California Gov. Gavin Newsom sent out a list of “essential business” that should remain open during the coronavirus crisis, and gun stores did not make the list. Instead of designating gun stores as nonessential, however, the governor outsourced the decision to the sheriffs in California’s 58 counties. “I believe in people’s right to bear arms,” Newsom told reporters, “but I’ll defer to the sheriff in this instance, the sheriffs in their respective jurisdictions.” In San Diego County, Supervisor Nathan Fletcher thought he should make the call.

We consulted with our county counsel,” Fletcher told KPBS. “It is not our belief that gun stores are essential businesses, and they should not be open in the county of San Diego.” It wasn’t clear who the supervisor meant by “our” belief. Fletcher is not the sheriff, and neither is the county counsel. Gun sales are running high, so members of the public appear to consider them essential in a time of crisis. 
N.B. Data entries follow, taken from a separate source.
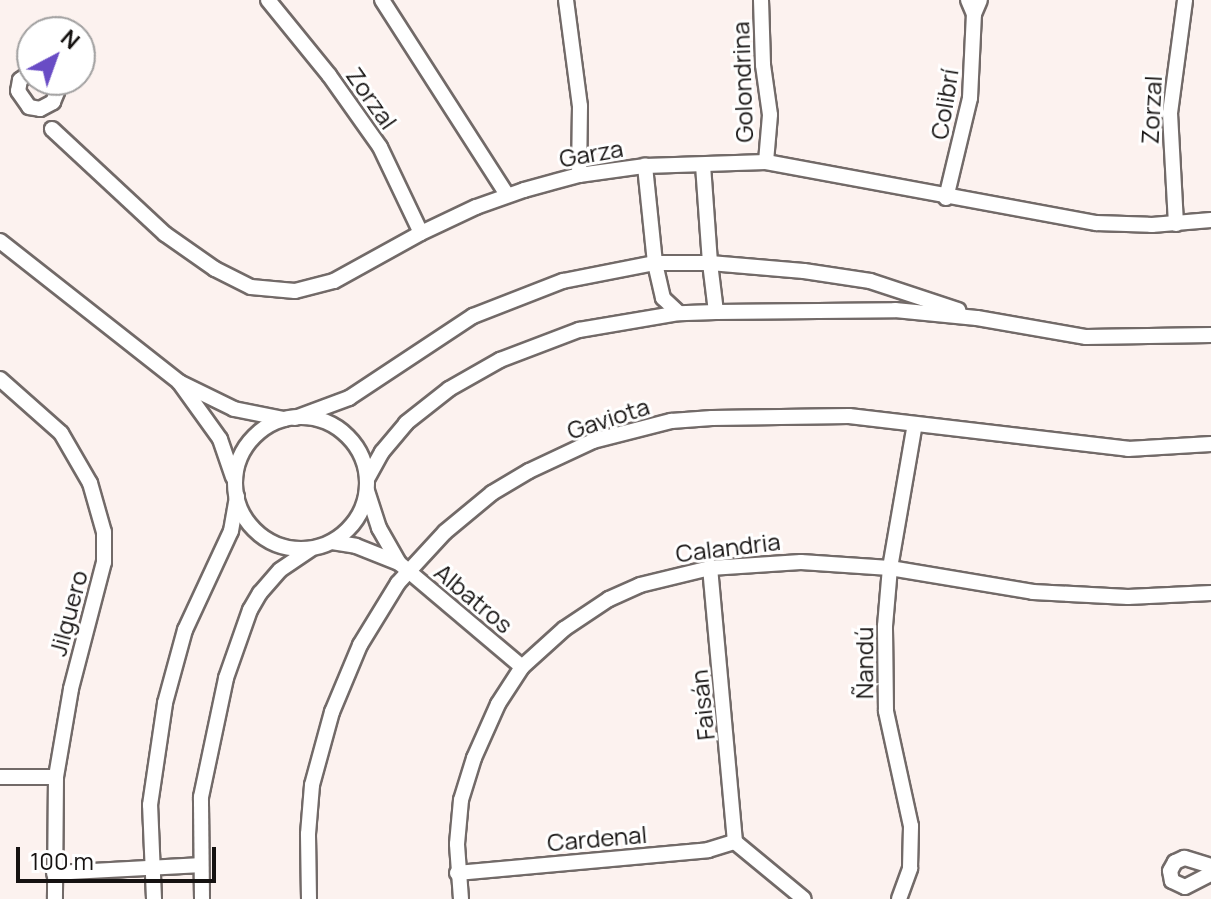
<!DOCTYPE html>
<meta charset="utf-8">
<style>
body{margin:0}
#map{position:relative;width:1211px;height:899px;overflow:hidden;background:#fcf2ef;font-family:Manrope,sans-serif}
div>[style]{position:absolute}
.roads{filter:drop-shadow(2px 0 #726a68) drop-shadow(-2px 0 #726a68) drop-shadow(0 2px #726a68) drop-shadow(0 -2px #726a68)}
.minor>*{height:14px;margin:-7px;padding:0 7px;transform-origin:7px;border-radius:7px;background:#fff}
.minor>.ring{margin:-7px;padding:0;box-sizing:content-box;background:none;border:14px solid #fff;border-radius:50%}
span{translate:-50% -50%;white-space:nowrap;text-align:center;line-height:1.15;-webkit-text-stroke:6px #fff;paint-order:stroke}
.street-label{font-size:24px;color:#151211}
.north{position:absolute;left:16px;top:16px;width:80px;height:80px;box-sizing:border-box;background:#fff;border:2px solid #a1a0a0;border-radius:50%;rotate:41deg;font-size:22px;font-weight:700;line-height:32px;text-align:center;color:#151211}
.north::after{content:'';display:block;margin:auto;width:28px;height:36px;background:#694cc5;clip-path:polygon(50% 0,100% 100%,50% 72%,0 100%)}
.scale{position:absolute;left:16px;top:847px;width:200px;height:36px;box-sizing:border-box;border:4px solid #151211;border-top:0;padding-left:10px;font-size:24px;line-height:28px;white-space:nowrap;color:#151211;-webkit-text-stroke:6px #fff;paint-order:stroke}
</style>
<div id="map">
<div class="roads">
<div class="minor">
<div style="left:268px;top:0;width:97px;rotate:50.9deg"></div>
<div style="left:329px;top:75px;width:88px;rotate:54.7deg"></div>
<div style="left:380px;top:147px;width:95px;rotate:64.5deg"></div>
<div style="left:382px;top:0;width:232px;rotate:57.3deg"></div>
<div style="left:566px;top:0;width:107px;rotate:82.5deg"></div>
<div style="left:580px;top:106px;width:69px;rotate:90.8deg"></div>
<div style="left:761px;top:0;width:65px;rotate:88.2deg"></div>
<div style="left:763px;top:65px;width:50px;rotate:82deg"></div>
<div style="left:770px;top:115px;width:47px;rotate:94.9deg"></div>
<div style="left:968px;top:0;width:15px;rotate:67deg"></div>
<div style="left:974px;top:14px;width:15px;rotate:-67deg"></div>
<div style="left:32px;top:71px;width:15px;rotate:143deg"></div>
<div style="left:20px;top:80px;width:11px;rotate:100deg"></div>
<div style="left:18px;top:91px;width:19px;rotate:55deg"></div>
<div style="left:29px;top:107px;width:11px;rotate:10deg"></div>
<div style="left:40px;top:109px;width:15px;rotate:-28deg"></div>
<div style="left:53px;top:102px;width:11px;rotate:-68deg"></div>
<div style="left:57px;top:92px;width:12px;rotate:-104deg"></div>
<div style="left:52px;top:129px;width:154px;rotate:42.9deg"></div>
<div style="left:165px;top:234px;width:61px;rotate:35deg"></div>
<div style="left:215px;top:269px;width:40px;rotate:26.6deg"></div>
<div style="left:251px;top:287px;width:44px;rotate:5.2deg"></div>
<div style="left:295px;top:291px;width:40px;rotate:-14.4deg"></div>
<div style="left:334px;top:281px;width:99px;rotate:-28.9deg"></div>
<div style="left:421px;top:233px;width:61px;rotate:-25.3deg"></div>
<div style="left:476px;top:207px;width:51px;rotate:-19.5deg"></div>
<div style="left:524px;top:190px;width:57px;rotate:-15.3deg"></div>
<div style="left:579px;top:175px;width:67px;rotate:-7.8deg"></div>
<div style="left:645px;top:166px;width:121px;rotate:-1.9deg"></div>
<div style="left:766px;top:162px;width:336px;rotate:10.5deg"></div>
<div style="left:1096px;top:223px;width:56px;rotate:2deg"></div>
<div style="left:1152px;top:225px;width:59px;rotate:-4.8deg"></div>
<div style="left:703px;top:165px;width:98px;rotate:85.9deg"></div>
<div style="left:710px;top:263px;width:94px;rotate:4.9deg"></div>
<div style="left:804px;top:271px;width:67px;rotate:8.6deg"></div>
<div style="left:870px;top:281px;width:93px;rotate:18.2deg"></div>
<div style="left:946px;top:198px;width:103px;rotate:-76.5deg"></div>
<div style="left:970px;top:98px;width:84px;rotate:-87.3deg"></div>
<div style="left:1176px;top:224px;width:111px;rotate:-93.1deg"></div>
<div style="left:1170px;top:113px;width:114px;rotate:-82.4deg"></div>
<div style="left:0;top:241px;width:228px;rotate:38.2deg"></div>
<div style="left:716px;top:312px;width:179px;rotate:-0.6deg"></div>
<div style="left:895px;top:310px;width:82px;rotate:5.6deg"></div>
<div style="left:977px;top:318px;width:111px;rotate:9.9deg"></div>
<div style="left:1086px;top:337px;width:125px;rotate:-0.9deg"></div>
<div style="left:0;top:379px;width:81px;rotate:41.5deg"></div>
<div style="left:61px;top:433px;width:58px;rotate:59.9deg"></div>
<div style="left:90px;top:483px;width:51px;rotate:74.1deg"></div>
<div style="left:104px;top:532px;width:30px;rotate:90deg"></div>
<div style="left:104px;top:562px;width:131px;rotate:104.6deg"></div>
<div style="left:71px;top:689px;width:89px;rotate:99.7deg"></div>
<div style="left:56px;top:777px;width:122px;rotate:90.5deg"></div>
<div class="ring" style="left:235px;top:417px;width:118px;height:118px"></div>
<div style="left:295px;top:418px;width:58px;rotate:-20.3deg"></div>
<div style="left:349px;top:398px;width:149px;rotate:-33.5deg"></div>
<div style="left:473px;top:316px;width:97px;rotate:-21.3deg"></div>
<div style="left:563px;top:281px;width:94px;rotate:-11.1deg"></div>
<div style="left:655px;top:263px;width:55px"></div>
<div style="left:710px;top:263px;width:49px;rotate:83deg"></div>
<div style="left:716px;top:312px;width:37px;rotate:178deg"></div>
<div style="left:679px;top:313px;width:22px;rotate:-137deg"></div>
<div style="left:663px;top:298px;width:36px;rotate:-103deg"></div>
<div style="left:655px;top:263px;width:98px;rotate:-95.9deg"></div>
<div style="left:233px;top:477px;width:40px;rotate:-108.9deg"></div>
<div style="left:220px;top:439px;width:70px;rotate:-125.7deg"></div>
<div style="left:179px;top:382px;width:61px;rotate:26.1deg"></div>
<div style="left:234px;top:409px;width:51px;rotate:11.3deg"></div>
<div style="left:367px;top:479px;width:31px;rotate:-61deg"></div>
<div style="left:382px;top:452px;width:38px;rotate:-50deg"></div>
<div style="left:406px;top:423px;width:55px;rotate:-38.3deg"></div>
<div style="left:449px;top:389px;width:59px;rotate:-29.6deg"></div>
<div style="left:500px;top:360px;width:85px;rotate:-20.8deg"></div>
<div style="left:579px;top:330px;width:101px;rotate:-9.6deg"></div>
<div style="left:367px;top:491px;width:39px;rotate:72deg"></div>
<div style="left:379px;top:528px;width:40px;rotate:60.3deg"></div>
<div style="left:332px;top:542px;width:24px;rotate:9deg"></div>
<div style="left:356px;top:546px;width:46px;rotate:21.6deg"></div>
<div style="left:399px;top:563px;width:161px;rotate:40.2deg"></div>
<div style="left:0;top:777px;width:56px"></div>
<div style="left:735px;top:842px;width:89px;rotate:39.6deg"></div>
<div style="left:1211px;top:866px;width:28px;rotate:-163deg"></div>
<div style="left:1184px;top:858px;width:10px;rotate:156deg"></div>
<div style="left:1175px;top:862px;width:10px;rotate:119deg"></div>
<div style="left:1170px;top:871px;width:10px;rotate:79deg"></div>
<div style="left:1172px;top:881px;width:14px;rotate:25deg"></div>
<div style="left:1185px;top:887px;width:29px;rotate:-27deg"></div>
<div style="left:54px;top:873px;width:146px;rotate:-3.1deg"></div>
<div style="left:457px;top:873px;width:252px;rotate:-5.2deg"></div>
<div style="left:708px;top:850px;width:28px;rotate:-17deg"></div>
<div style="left:735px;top:842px;width:275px;rotate:-95.2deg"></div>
<div style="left:154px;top:899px;width:94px;rotate:-92.4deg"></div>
<div style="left:150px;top:805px;width:103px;rotate:-81.6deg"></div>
<div style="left:165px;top:703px;width:76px;rotate:-74.7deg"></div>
<div style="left:185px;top:630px;width:109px;rotate:-65.1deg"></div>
<div style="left:231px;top:531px;width:35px;rotate:-80deg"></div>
<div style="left:202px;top:899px;width:102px;rotate:-90.6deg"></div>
<div style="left:201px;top:797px;width:122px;rotate:-78.1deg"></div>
<div style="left:226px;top:678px;width:72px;rotate:-70.6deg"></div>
<div style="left:250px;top:610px;width:20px;rotate:-60deg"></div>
<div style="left:260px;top:593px;width:30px;rotate:-49deg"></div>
<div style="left:280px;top:570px;width:37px;rotate:-34deg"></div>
<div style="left:309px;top:899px;width:65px;rotate:-90.9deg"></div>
<div style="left:308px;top:834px;width:49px;rotate:-85.3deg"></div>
<div style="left:312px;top:785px;width:76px;rotate:-74.7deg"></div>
<div style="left:332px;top:712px;width:73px;rotate:-67.3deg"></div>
<div style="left:360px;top:645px;width:73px;rotate:-58.5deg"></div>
<div style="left:398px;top:583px;width:69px;rotate:-47.3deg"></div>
<div style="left:445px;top:532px;width:61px;rotate:-39.7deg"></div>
<div style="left:492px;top:493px;width:43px;rotate:-30.7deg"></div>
<div style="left:529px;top:471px;width:71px;rotate:-25.1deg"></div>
<div style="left:593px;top:441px;width:81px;rotate:-14.4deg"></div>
<div style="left:671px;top:421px;width:41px;rotate:-4.2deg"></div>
<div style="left:712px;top:418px;width:137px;rotate:-0.8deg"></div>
<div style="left:849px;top:416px;width:281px;rotate:6.7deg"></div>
<div style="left:1128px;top:449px;width:83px;rotate:-3.4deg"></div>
<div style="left:461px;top:899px;width:55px;rotate:-94.2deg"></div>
<div style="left:457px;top:844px;width:44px;rotate:-84.8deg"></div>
<div style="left:461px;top:800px;width:44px;rotate:-72.8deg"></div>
<div style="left:474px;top:758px;width:59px;rotate:-66deg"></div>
<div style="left:498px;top:704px;width:44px;rotate:-57deg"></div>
<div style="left:522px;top:667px;width:57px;rotate:-42.1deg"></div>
<div style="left:564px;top:629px;width:54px;rotate:-33.7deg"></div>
<div style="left:609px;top:599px;width:34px;rotate:-24deg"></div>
<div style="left:640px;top:585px;width:72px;rotate:-13.7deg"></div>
<div style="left:710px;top:568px;width:91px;rotate:-3.8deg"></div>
<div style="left:801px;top:562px;width:89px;rotate:3.9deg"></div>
<div style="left:890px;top:568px;width:145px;rotate:9.5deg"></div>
<div style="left:1033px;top:592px;width:95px;rotate:3deg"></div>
<div style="left:1128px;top:597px;width:83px;rotate:-2.8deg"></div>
<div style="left:899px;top:899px;width:33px;rotate:-70deg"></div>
<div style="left:910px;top:868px;width:42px;rotate:-88.6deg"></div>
<div style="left:911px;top:826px;width:118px;rotate:-102.3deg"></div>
<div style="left:886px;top:711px;width:85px;rotate:-90.7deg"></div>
<div style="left:885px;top:626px;width:58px;rotate:-85.1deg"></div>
<div style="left:890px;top:568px;width:146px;rotate:-80.2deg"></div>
</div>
</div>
<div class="street-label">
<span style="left:742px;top:82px;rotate:-92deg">Golondrina</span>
<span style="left:372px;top:98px;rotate:55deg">Zorzal</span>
<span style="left:944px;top:104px;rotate:-81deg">Colibrí</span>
<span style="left:1151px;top:110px;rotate:-87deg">Zorzal</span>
<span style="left:591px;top:153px;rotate:-10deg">Garza</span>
<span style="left:608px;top:418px;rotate:-18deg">Gaviota</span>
<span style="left:728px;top:547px;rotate:-7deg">Calandria</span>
<span style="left:474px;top:598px;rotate:40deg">Albatros</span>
<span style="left:68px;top:613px;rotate:-75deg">Jilguero</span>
<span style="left:864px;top:663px;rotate:-90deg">Ñandú</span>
<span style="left:702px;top:705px;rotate:-96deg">Faisán</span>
<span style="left:597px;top:838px;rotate:-5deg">Cardenal</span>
</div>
<div class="north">N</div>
<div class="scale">100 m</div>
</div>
According to Michael Schwartz of San Diego County Gun Owners, “People are purchasing firearms because they’re in fear for their safety.”
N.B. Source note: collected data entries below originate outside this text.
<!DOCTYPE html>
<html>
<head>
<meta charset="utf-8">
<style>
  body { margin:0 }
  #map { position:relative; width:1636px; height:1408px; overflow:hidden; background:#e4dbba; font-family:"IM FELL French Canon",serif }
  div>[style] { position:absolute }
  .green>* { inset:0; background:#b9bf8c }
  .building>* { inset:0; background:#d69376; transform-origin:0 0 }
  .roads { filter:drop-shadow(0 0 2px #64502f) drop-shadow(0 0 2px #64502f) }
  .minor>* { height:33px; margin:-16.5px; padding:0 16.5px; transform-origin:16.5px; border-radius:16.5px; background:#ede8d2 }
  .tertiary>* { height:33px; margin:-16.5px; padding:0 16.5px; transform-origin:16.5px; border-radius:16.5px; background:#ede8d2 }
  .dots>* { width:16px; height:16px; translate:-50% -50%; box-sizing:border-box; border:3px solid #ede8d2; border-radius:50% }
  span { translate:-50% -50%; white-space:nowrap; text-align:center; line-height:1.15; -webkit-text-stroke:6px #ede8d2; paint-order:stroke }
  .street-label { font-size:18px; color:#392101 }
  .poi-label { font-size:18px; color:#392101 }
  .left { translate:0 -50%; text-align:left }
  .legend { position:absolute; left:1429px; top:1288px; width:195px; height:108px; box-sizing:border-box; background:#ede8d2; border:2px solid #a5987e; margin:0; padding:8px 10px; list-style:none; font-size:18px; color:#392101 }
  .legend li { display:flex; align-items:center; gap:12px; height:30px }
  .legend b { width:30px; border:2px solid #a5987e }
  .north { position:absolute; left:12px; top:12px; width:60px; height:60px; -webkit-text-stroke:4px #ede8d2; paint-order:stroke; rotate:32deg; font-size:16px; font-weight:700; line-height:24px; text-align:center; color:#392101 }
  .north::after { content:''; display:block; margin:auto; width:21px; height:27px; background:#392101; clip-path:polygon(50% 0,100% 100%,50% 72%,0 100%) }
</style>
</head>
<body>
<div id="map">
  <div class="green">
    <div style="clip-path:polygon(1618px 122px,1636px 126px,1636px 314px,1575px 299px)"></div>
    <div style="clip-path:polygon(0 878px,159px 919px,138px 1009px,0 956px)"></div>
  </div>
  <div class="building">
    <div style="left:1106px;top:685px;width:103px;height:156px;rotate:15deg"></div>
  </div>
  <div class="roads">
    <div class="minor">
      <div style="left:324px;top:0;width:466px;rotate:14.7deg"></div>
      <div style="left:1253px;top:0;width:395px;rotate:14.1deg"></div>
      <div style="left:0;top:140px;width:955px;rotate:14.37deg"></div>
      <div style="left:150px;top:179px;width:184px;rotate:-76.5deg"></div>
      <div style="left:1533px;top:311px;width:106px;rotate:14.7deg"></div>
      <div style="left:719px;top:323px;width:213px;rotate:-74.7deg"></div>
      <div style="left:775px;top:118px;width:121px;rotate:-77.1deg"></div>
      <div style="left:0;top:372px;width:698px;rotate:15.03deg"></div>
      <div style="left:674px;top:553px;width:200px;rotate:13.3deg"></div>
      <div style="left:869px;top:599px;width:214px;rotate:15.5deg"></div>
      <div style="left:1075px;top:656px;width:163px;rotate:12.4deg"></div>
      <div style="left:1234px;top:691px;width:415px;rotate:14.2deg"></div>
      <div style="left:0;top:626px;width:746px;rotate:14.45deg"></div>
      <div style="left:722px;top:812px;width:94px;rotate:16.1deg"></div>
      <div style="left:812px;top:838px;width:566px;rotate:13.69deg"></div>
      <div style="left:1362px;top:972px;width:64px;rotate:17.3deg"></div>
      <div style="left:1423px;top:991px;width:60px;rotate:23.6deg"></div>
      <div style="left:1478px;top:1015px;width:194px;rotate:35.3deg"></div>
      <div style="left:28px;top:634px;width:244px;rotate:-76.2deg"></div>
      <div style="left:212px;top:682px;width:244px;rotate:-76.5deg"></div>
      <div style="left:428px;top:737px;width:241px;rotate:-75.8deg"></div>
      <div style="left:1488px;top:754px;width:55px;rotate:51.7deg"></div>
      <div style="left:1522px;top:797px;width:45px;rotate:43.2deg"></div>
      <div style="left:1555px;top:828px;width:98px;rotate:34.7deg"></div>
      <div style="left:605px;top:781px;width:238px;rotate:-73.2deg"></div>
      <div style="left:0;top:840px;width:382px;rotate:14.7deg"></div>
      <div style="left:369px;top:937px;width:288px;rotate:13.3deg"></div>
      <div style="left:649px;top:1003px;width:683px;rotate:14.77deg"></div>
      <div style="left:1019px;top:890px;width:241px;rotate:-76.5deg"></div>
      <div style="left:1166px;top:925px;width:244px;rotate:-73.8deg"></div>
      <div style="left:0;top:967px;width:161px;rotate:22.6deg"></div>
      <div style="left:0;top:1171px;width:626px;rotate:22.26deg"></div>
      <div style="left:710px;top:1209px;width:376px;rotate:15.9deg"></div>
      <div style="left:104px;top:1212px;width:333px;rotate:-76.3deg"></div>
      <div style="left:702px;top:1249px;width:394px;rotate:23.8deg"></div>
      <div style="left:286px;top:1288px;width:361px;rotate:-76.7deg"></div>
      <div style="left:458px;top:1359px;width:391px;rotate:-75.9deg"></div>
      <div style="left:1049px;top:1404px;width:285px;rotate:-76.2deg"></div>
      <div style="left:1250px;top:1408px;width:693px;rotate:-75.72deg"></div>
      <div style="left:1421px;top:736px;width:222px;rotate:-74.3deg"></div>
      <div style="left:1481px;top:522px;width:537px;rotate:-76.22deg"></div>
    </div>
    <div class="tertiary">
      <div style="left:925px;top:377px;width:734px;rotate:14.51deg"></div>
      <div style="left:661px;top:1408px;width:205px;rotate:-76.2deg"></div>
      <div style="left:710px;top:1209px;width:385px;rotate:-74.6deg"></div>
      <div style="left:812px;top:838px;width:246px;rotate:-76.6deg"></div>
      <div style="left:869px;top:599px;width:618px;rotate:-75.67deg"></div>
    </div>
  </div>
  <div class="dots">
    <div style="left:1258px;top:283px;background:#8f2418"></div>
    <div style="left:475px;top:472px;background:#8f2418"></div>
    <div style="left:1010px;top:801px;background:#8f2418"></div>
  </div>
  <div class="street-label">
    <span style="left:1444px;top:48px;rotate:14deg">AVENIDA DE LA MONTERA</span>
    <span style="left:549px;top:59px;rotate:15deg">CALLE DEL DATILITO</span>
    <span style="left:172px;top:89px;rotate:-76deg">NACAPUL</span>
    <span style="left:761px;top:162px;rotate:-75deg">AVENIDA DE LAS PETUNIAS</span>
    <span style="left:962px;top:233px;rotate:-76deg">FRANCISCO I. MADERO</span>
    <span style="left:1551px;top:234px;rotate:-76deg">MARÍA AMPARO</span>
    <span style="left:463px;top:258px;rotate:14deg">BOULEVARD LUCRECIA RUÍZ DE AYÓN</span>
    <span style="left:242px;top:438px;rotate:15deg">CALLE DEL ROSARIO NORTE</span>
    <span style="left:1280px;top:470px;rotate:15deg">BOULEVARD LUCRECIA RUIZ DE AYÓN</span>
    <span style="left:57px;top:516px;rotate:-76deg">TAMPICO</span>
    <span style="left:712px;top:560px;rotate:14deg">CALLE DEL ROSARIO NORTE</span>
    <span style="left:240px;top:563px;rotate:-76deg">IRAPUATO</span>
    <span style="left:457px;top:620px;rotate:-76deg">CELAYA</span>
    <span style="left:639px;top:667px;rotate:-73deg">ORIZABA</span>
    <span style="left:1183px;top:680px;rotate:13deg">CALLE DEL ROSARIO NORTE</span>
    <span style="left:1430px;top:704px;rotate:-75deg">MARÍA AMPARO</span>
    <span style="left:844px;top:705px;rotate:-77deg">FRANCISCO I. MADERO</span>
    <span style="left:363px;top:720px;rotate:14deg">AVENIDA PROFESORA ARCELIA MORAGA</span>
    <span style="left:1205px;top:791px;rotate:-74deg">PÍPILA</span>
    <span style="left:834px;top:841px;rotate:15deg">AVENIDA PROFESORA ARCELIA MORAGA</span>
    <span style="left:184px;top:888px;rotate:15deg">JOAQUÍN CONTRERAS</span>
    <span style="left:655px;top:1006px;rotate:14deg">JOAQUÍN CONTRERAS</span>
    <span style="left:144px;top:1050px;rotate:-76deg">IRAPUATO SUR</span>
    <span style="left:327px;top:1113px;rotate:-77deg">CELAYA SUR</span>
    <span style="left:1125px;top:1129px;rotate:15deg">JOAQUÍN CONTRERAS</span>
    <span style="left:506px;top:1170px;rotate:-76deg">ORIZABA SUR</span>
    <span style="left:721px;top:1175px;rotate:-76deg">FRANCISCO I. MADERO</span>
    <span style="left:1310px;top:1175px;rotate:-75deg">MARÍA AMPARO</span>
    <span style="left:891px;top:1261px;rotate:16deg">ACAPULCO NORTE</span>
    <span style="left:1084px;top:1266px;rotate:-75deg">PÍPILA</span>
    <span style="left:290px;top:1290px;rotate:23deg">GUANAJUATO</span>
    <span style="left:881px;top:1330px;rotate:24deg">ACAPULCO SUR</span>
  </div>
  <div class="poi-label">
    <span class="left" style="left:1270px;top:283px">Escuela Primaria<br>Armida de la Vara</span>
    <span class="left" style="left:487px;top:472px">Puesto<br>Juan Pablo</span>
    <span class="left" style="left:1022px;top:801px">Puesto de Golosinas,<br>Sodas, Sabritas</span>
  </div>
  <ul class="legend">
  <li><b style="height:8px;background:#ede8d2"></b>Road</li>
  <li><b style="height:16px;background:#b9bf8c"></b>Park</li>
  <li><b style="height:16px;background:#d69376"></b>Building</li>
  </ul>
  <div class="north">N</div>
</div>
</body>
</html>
David Chong, owner of AO Sword Firearms in El Cajon, told KBPS he had no plans to close, and that shutting down gun stores would be “sterilizing” the Second Amendment by preventing people from buying the arms they have the right to bear. 

As he campaigns against gun stores, supervisor Fletcher is recruiting members of the public to report non-essential business that remain open. Californians might question the value of such snooping and wonder where supervisor Fletcher is coming from. 

Turns out, he’s a former California Assemblyman and now a “Professor of Practice,” in the department of political science at the University of California, San Diego. “The Professor of Practice series,” a UCSD website explains, “is designed to bring to campus distinguished professionals who are leaders in their fields but do not have the academic backgrounds typically required for a faculty appointment.” 

UCSD Professor of Practice Nathan Fletcher is married to California Assemblywoman Lorena Gonzalez, the San Diego Democrat who wrote Assembly Bill 5, the law that seeks to restrict the state’s independent contractors, even those in the medical field. The measure also limits freelance writers, photographers and videographers to 35 submissions, per publication, per year.

K. Lloyd Billingsley is a Policy Fellow at the Independent Institute and a columnist at American Greatness.